How best to add multi-threading in MP-SPDZ

Ascurius commented 4 months ago

Hello,

with regard to my question in issue #1429 I wanted to ask how to best implement multi-threading in MP-SPDZ.

Specifically, I have a large program as shown below. Currently, I run into the error RegisterOverflowError as described in #1429, for max_rows >= 4000, when compiling with compile.py -R 64. I wanted to kindly ask, if you could give me a hint on how to add multi-threading to my program. My goal is to extend the program to that I can process up to 100k rows of data, which is a significant increase.


def select_distinct(
        matrix: sint.Matrix, 
        key: int, 
        condition: Callable[[sint.Array], bool] = lambda row: True
    ) -> sint.Matrix:
    start_timer(600)
    matrix.sort((key,))
    stop_timer(600)
    result = sint.Matrix(
        rows=matrix.shape[0],
        columns=matrix.shape[1] + 1
    )

    prev_value = sint(-1)
    @for_range_opt(matrix.shape[0])
    def _(i):
        result[i].assign_vector(matrix[i])
        dbit = (
            (matrix[i][key] != prev_value) &
            condition(matrix[i])
        ).if_else(sint(1),sint(0))
        result[i][-1] = dbit
        new_value = (dbit == 1).if_else(matrix[i][key], prev_value)
        prev_value.update(new_value)
    return result

def join_nested_loop(
        left: sint.Matrix, 
        right: sint.Matrix, 
        left_key: int, 
        right_key: int,
        condition: Callable[[sint.Array, sint.Array], bool] = lambda left, right: True
    ) -> sint.Matrix:
    result = sint.Matrix(
        rows=left.shape[0] * right.shape[0],
        columns=left.shape[1] + right.shape[1] + 1
    )
    current_idx = regint(0)
    @for_range_opt(left.shape[0])
    def _(left_row):
        @for_range_opt(right.shape[0])
        def _(right_row):
            new_row = sint.Array(result.shape[1])
            @for_range_opt(left.shape[1])
            def _(left_col):
                new_row[left_col] = left[left_row][left_col]
            @for_range_opt(right.shape[1])
            def _(right_col):
                new_row[left.shape[1]+right_col] = right[right_row][right_col]
            result[current_idx].assign(new_row)
            result[current_idx][-1] = (
                (left[left_row][left_key] == right[right_row][right_key]) &
                condition(left[left_row], right[right_row])
            ).if_else(sint(1),sint(0))
            current_idx.update(current_idx + regint(1))
    return result

def where(matrix: sint.Matrix, key: int, value: int) -> sint.Matrix:
    result = sint.Matrix(
        rows=matrix.shape[0],
        columns=matrix.shape[1] + 1
    )
    @for_range_opt(matrix.shape[0])
    def _(i):
        result[i].assign_vector(matrix[i])
        result[i][-1] = (matrix[i][key] == value).if_else(1,0)
    return result

def where_less_then(matrix: sint.Matrix, col_1: int, col_2: int) -> sint.Matrix:
    result = sint.Matrix(
        rows=matrix.shape[0],
        columns=matrix.shape[1] + 1
    )
    @for_range_opt(matrix.shape[0])
    def _(i):
        result[i].assign_vector(matrix[i])
        result[i][-1] = (
            matrix[i][col_1] <= matrix[i][col_2]
        ).if_else(1,0)
    return result

max_rows = 4000
a = sint.Matrix(max_rows, 13)
a.input_from(0)
b = sint.Matrix(max_rows, 13)
b.input_from(1)

aw = where(a, 8, 414)
bw = where(b, 4, 0)

join = join_nested_loop(aw, bw, 1, 1)

wlt = where_less_then(join, 2, aw.shape[1]+2)
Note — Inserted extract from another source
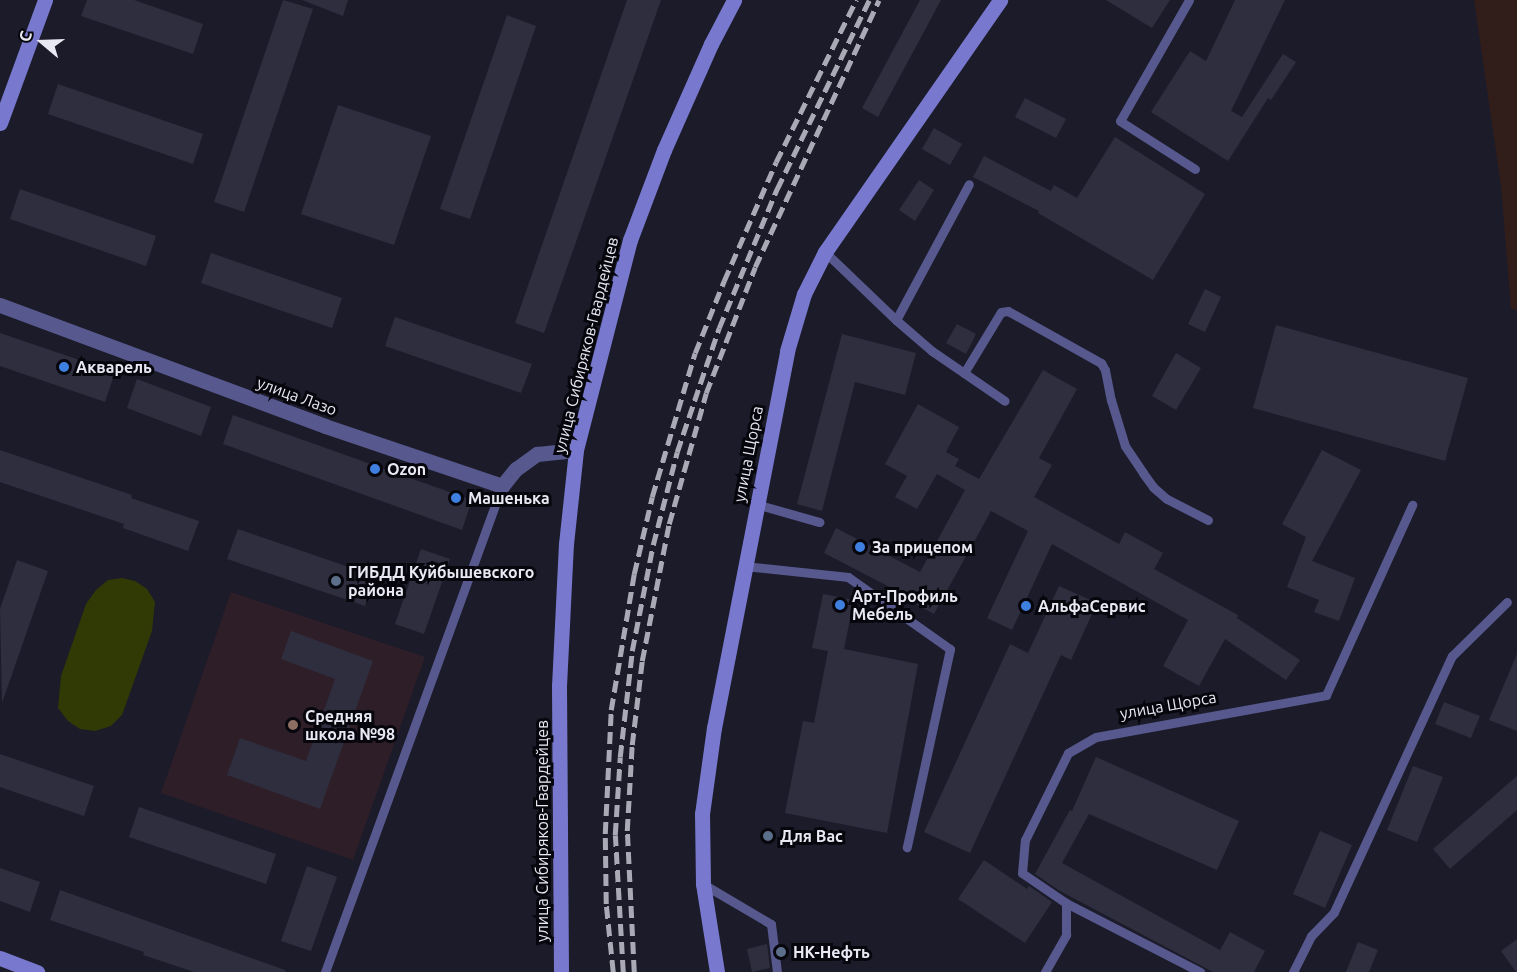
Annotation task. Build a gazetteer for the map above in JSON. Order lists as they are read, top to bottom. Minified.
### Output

def distinct_condition(row):
    return (
        # row[-1] == 1
        (row[-1] == 1) &
        (row[-2] == 1) &
        (row[-3] == 1) &
        (row[13] == 1)
    ).if_else(1,0)

select = select_distinct(wlt, 0, condition=distinct_condition)

count = regint(0)
@for_range_opt(select.shape[0])
def _(i):
    dbit_5 = (select[i][-1] == 1).if_else(1,0)
    @if_(dbit_5.reveal())
    def _():
        count.update(count + 1)
print_ln("%s", count)

mkskeller commented 4 months ago

This seems to be related to the sorting, which isn't capable of multithreading currently. However, I would also note that your algorithm is quadratic in the size that you're trying to increase. What running time are you seeing for 1000 rows? Unless it's just a few seconds for 1000 rows, the running time for 100000 will be more than a week, so I'm not sure if it's worth to put effort into this.

Ascurius commented 4 months ago

Thank you for your answer. On average, I measured ~1100s in total, where ~240 seconds are spent for the nested-loop join and thus around 630s are spent for sorting the table. I assume that the sorting is bloated due to the nested-loop join as the sorting has to deal with a matrix of dimensions $m \times n$. Do you think that this problem can be mitigated by reducing the output size of the nested loop operator?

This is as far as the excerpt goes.